WHAT IS REQUIRED:
Begin with the first line of the entries below. Copy each line exactly, stopping after the one that contains "0 #608077) drop-shadow(-1px".

+ + + +

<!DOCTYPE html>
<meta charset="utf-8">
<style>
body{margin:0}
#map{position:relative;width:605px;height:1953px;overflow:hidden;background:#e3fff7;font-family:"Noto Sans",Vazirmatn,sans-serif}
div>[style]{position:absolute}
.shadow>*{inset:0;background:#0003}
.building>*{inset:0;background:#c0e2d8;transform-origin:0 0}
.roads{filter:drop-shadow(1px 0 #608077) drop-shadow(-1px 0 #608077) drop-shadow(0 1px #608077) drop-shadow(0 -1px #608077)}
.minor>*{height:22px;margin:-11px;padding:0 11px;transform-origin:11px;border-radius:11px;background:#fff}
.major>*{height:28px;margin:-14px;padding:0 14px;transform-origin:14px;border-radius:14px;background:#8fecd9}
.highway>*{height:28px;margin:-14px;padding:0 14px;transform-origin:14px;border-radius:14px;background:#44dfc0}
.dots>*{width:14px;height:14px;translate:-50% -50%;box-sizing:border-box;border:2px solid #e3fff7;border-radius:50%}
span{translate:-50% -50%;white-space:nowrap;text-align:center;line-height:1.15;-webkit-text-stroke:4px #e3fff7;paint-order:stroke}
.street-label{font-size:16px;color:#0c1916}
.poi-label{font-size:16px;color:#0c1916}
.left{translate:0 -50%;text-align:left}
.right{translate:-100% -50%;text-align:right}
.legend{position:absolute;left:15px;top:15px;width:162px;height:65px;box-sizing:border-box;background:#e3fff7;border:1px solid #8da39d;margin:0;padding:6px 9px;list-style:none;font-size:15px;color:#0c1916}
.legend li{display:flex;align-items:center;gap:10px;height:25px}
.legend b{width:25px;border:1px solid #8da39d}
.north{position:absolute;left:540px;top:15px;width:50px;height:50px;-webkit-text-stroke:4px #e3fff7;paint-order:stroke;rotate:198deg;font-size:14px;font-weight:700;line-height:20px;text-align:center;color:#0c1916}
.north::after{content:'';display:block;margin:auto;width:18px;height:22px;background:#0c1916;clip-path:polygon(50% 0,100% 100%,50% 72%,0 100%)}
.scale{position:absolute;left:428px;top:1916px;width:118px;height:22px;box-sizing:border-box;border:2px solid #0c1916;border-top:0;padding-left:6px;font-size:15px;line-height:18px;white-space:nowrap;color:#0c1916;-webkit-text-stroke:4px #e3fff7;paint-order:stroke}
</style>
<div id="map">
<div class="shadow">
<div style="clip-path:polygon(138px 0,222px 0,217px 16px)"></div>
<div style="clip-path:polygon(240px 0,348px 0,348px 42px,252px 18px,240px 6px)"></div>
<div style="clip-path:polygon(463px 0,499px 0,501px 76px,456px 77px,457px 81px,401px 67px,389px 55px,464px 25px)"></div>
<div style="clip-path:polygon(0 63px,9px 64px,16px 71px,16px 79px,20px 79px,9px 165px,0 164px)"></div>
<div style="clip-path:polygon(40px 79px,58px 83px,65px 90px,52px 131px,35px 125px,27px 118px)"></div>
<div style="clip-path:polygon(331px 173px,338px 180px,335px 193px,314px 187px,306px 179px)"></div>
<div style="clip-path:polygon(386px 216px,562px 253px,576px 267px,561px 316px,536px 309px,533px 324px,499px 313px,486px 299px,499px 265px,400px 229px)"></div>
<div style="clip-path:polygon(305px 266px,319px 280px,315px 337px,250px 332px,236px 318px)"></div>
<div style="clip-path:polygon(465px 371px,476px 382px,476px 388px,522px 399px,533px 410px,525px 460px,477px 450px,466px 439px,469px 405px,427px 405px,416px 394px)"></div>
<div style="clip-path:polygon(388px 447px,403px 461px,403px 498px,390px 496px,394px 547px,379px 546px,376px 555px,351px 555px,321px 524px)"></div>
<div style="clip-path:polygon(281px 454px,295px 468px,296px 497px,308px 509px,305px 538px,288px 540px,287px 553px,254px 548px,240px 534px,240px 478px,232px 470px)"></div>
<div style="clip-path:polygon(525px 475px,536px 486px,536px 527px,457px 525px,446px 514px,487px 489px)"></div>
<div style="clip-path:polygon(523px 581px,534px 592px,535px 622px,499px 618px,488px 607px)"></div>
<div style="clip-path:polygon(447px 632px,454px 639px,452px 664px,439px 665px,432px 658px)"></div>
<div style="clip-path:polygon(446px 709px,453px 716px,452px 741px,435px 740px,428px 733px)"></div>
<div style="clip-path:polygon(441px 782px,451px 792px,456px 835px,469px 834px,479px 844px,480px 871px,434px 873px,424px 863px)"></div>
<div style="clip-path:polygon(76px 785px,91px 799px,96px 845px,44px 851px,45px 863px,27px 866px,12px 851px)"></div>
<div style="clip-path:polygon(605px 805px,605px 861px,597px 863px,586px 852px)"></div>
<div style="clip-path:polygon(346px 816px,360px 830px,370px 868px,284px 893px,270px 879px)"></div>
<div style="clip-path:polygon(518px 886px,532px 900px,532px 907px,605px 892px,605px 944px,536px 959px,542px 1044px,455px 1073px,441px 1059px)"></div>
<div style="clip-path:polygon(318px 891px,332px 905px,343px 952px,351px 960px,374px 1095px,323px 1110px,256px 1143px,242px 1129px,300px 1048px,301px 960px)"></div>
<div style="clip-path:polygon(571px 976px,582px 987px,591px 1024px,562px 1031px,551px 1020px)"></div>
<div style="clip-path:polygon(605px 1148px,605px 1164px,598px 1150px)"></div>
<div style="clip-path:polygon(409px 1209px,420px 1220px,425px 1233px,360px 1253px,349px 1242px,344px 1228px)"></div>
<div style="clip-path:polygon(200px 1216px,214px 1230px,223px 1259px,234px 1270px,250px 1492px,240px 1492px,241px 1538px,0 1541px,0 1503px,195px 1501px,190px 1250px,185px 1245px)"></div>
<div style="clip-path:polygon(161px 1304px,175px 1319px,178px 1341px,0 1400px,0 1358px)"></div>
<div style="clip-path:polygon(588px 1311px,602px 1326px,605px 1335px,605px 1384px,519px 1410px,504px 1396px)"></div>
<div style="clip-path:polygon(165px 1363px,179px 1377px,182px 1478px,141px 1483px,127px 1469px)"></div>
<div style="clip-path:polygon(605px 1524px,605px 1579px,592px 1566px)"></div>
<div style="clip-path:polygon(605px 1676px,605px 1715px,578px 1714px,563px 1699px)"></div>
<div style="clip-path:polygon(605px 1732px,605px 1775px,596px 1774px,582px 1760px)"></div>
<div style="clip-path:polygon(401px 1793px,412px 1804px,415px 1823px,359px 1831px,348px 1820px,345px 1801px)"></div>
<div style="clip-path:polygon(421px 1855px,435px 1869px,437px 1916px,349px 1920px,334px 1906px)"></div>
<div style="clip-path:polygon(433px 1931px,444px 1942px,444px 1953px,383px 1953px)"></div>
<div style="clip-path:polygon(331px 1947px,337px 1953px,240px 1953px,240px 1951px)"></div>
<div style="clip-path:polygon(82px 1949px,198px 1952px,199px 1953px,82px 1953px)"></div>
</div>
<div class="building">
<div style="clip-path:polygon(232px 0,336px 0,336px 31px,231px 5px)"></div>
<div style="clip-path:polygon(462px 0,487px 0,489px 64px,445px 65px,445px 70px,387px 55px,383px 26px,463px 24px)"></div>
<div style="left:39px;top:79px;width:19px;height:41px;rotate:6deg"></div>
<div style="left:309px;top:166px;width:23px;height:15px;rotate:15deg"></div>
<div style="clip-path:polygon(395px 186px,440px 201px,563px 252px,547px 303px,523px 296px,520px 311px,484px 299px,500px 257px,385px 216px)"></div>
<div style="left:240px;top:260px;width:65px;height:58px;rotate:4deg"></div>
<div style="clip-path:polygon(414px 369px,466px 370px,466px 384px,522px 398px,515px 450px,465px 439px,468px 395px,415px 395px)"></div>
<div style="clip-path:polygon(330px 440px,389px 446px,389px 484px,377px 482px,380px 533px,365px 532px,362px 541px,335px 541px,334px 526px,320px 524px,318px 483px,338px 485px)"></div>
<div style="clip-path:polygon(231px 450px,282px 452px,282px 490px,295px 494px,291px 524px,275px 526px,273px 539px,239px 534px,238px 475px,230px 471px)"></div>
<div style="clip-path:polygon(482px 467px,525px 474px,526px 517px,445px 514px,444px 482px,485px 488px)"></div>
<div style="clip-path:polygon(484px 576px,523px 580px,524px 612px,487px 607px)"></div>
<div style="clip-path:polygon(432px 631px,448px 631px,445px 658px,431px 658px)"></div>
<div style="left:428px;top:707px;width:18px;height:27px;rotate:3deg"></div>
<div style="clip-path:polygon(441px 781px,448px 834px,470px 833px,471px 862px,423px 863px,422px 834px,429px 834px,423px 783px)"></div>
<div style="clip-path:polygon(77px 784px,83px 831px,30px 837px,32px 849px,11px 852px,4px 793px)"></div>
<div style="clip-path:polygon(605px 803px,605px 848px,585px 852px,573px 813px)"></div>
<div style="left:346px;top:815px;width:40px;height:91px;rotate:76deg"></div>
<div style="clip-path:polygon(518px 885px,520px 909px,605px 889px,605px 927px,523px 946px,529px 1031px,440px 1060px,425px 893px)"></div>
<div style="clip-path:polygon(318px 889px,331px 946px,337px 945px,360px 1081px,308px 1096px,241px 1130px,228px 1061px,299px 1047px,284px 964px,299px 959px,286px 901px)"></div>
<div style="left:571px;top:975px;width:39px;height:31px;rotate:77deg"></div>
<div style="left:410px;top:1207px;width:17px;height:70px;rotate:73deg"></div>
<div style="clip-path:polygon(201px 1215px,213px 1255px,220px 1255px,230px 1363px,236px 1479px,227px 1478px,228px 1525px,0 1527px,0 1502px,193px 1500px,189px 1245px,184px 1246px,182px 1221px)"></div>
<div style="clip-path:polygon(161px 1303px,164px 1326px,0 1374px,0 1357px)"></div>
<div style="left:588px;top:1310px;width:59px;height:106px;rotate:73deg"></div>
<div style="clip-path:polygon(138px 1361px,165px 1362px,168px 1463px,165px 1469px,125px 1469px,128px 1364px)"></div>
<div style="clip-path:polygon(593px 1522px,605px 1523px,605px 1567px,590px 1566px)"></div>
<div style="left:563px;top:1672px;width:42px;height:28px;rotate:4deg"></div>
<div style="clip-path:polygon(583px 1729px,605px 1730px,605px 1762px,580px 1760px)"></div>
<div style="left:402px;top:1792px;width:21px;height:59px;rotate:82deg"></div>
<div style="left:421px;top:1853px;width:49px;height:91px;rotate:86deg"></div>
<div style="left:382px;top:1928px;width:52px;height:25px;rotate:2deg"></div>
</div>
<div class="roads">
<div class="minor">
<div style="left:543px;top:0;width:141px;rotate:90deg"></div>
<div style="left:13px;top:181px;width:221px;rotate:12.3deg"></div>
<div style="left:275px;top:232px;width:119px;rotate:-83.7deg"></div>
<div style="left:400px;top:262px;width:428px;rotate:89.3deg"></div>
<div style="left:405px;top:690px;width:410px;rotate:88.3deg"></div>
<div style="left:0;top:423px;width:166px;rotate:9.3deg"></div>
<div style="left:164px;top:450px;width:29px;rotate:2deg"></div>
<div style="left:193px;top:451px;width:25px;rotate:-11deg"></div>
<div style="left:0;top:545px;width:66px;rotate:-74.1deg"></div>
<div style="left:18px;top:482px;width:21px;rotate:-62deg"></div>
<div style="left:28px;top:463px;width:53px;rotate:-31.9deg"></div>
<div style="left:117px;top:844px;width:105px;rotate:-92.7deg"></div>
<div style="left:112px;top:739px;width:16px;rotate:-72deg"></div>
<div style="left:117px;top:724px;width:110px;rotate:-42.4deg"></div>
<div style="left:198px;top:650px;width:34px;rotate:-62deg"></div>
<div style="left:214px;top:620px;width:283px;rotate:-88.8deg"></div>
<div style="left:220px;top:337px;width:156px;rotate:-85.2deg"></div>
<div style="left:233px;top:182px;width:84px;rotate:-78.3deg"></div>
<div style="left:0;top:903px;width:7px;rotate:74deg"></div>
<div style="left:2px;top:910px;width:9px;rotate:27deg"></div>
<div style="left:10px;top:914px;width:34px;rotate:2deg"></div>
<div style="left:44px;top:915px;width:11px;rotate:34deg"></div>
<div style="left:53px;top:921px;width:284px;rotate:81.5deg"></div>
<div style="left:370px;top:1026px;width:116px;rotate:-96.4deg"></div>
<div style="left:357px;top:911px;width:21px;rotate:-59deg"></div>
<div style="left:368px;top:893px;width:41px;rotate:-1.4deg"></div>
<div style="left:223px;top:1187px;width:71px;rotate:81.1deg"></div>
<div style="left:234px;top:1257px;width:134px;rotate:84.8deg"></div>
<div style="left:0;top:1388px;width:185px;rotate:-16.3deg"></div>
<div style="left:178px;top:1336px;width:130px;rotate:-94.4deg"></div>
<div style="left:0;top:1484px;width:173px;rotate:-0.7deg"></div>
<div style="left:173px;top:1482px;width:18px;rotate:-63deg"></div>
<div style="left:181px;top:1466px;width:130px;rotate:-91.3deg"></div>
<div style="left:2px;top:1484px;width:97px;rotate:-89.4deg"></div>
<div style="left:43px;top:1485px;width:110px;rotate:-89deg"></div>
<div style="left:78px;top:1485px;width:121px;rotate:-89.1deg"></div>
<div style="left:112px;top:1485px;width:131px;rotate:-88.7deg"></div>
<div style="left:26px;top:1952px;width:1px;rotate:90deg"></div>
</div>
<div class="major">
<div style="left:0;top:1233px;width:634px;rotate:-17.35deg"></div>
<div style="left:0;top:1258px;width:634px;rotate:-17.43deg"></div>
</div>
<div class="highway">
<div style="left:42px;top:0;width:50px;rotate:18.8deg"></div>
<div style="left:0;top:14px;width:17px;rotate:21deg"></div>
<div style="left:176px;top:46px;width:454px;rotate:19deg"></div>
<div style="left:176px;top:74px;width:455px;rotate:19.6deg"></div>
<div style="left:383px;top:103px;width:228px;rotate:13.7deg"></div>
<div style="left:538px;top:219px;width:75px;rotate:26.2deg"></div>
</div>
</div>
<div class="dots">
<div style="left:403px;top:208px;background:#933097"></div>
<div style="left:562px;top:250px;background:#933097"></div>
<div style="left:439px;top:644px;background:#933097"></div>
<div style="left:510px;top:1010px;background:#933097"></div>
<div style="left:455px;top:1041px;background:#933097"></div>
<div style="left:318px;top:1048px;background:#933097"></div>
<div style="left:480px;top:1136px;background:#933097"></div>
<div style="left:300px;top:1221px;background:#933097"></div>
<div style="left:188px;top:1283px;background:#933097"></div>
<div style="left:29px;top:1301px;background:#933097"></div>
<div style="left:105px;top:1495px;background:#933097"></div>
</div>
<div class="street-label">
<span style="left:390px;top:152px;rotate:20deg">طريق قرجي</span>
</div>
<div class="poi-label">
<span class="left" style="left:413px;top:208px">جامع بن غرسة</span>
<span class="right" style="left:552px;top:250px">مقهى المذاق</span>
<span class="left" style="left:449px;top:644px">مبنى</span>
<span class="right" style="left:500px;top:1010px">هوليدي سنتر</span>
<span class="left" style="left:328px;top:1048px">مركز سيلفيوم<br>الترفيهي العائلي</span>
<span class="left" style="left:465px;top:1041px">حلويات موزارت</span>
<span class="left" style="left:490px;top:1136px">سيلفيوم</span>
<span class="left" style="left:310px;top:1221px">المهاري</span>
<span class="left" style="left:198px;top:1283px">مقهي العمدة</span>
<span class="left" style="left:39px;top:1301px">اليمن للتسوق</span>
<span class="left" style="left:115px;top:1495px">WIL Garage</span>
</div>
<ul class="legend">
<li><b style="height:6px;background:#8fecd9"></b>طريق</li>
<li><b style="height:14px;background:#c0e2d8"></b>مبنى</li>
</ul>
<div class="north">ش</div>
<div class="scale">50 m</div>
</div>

+ + + +

WRITTEN ANSWER:
<!DOCTYPE html>
<meta charset="utf-8">
<style>
body{margin:0}
#map{position:relative;width:605px;height:1953px;overflow:hidden;background:#e3fff7;font-family:"Noto Sans",Vazirmatn,sans-serif}
div>[style]{position:absolute}
.shadow>*{inset:0;background:#0003}
.building>*{inset:0;background:#c0e2d8;transform-origin:0 0}
.roads{filter:drop-shadow(1px 0 #608077) drop-shadow(-1px 0 #608077) drop-shadow(0 1px #608077) drop-shadow(0 -1px #608077)}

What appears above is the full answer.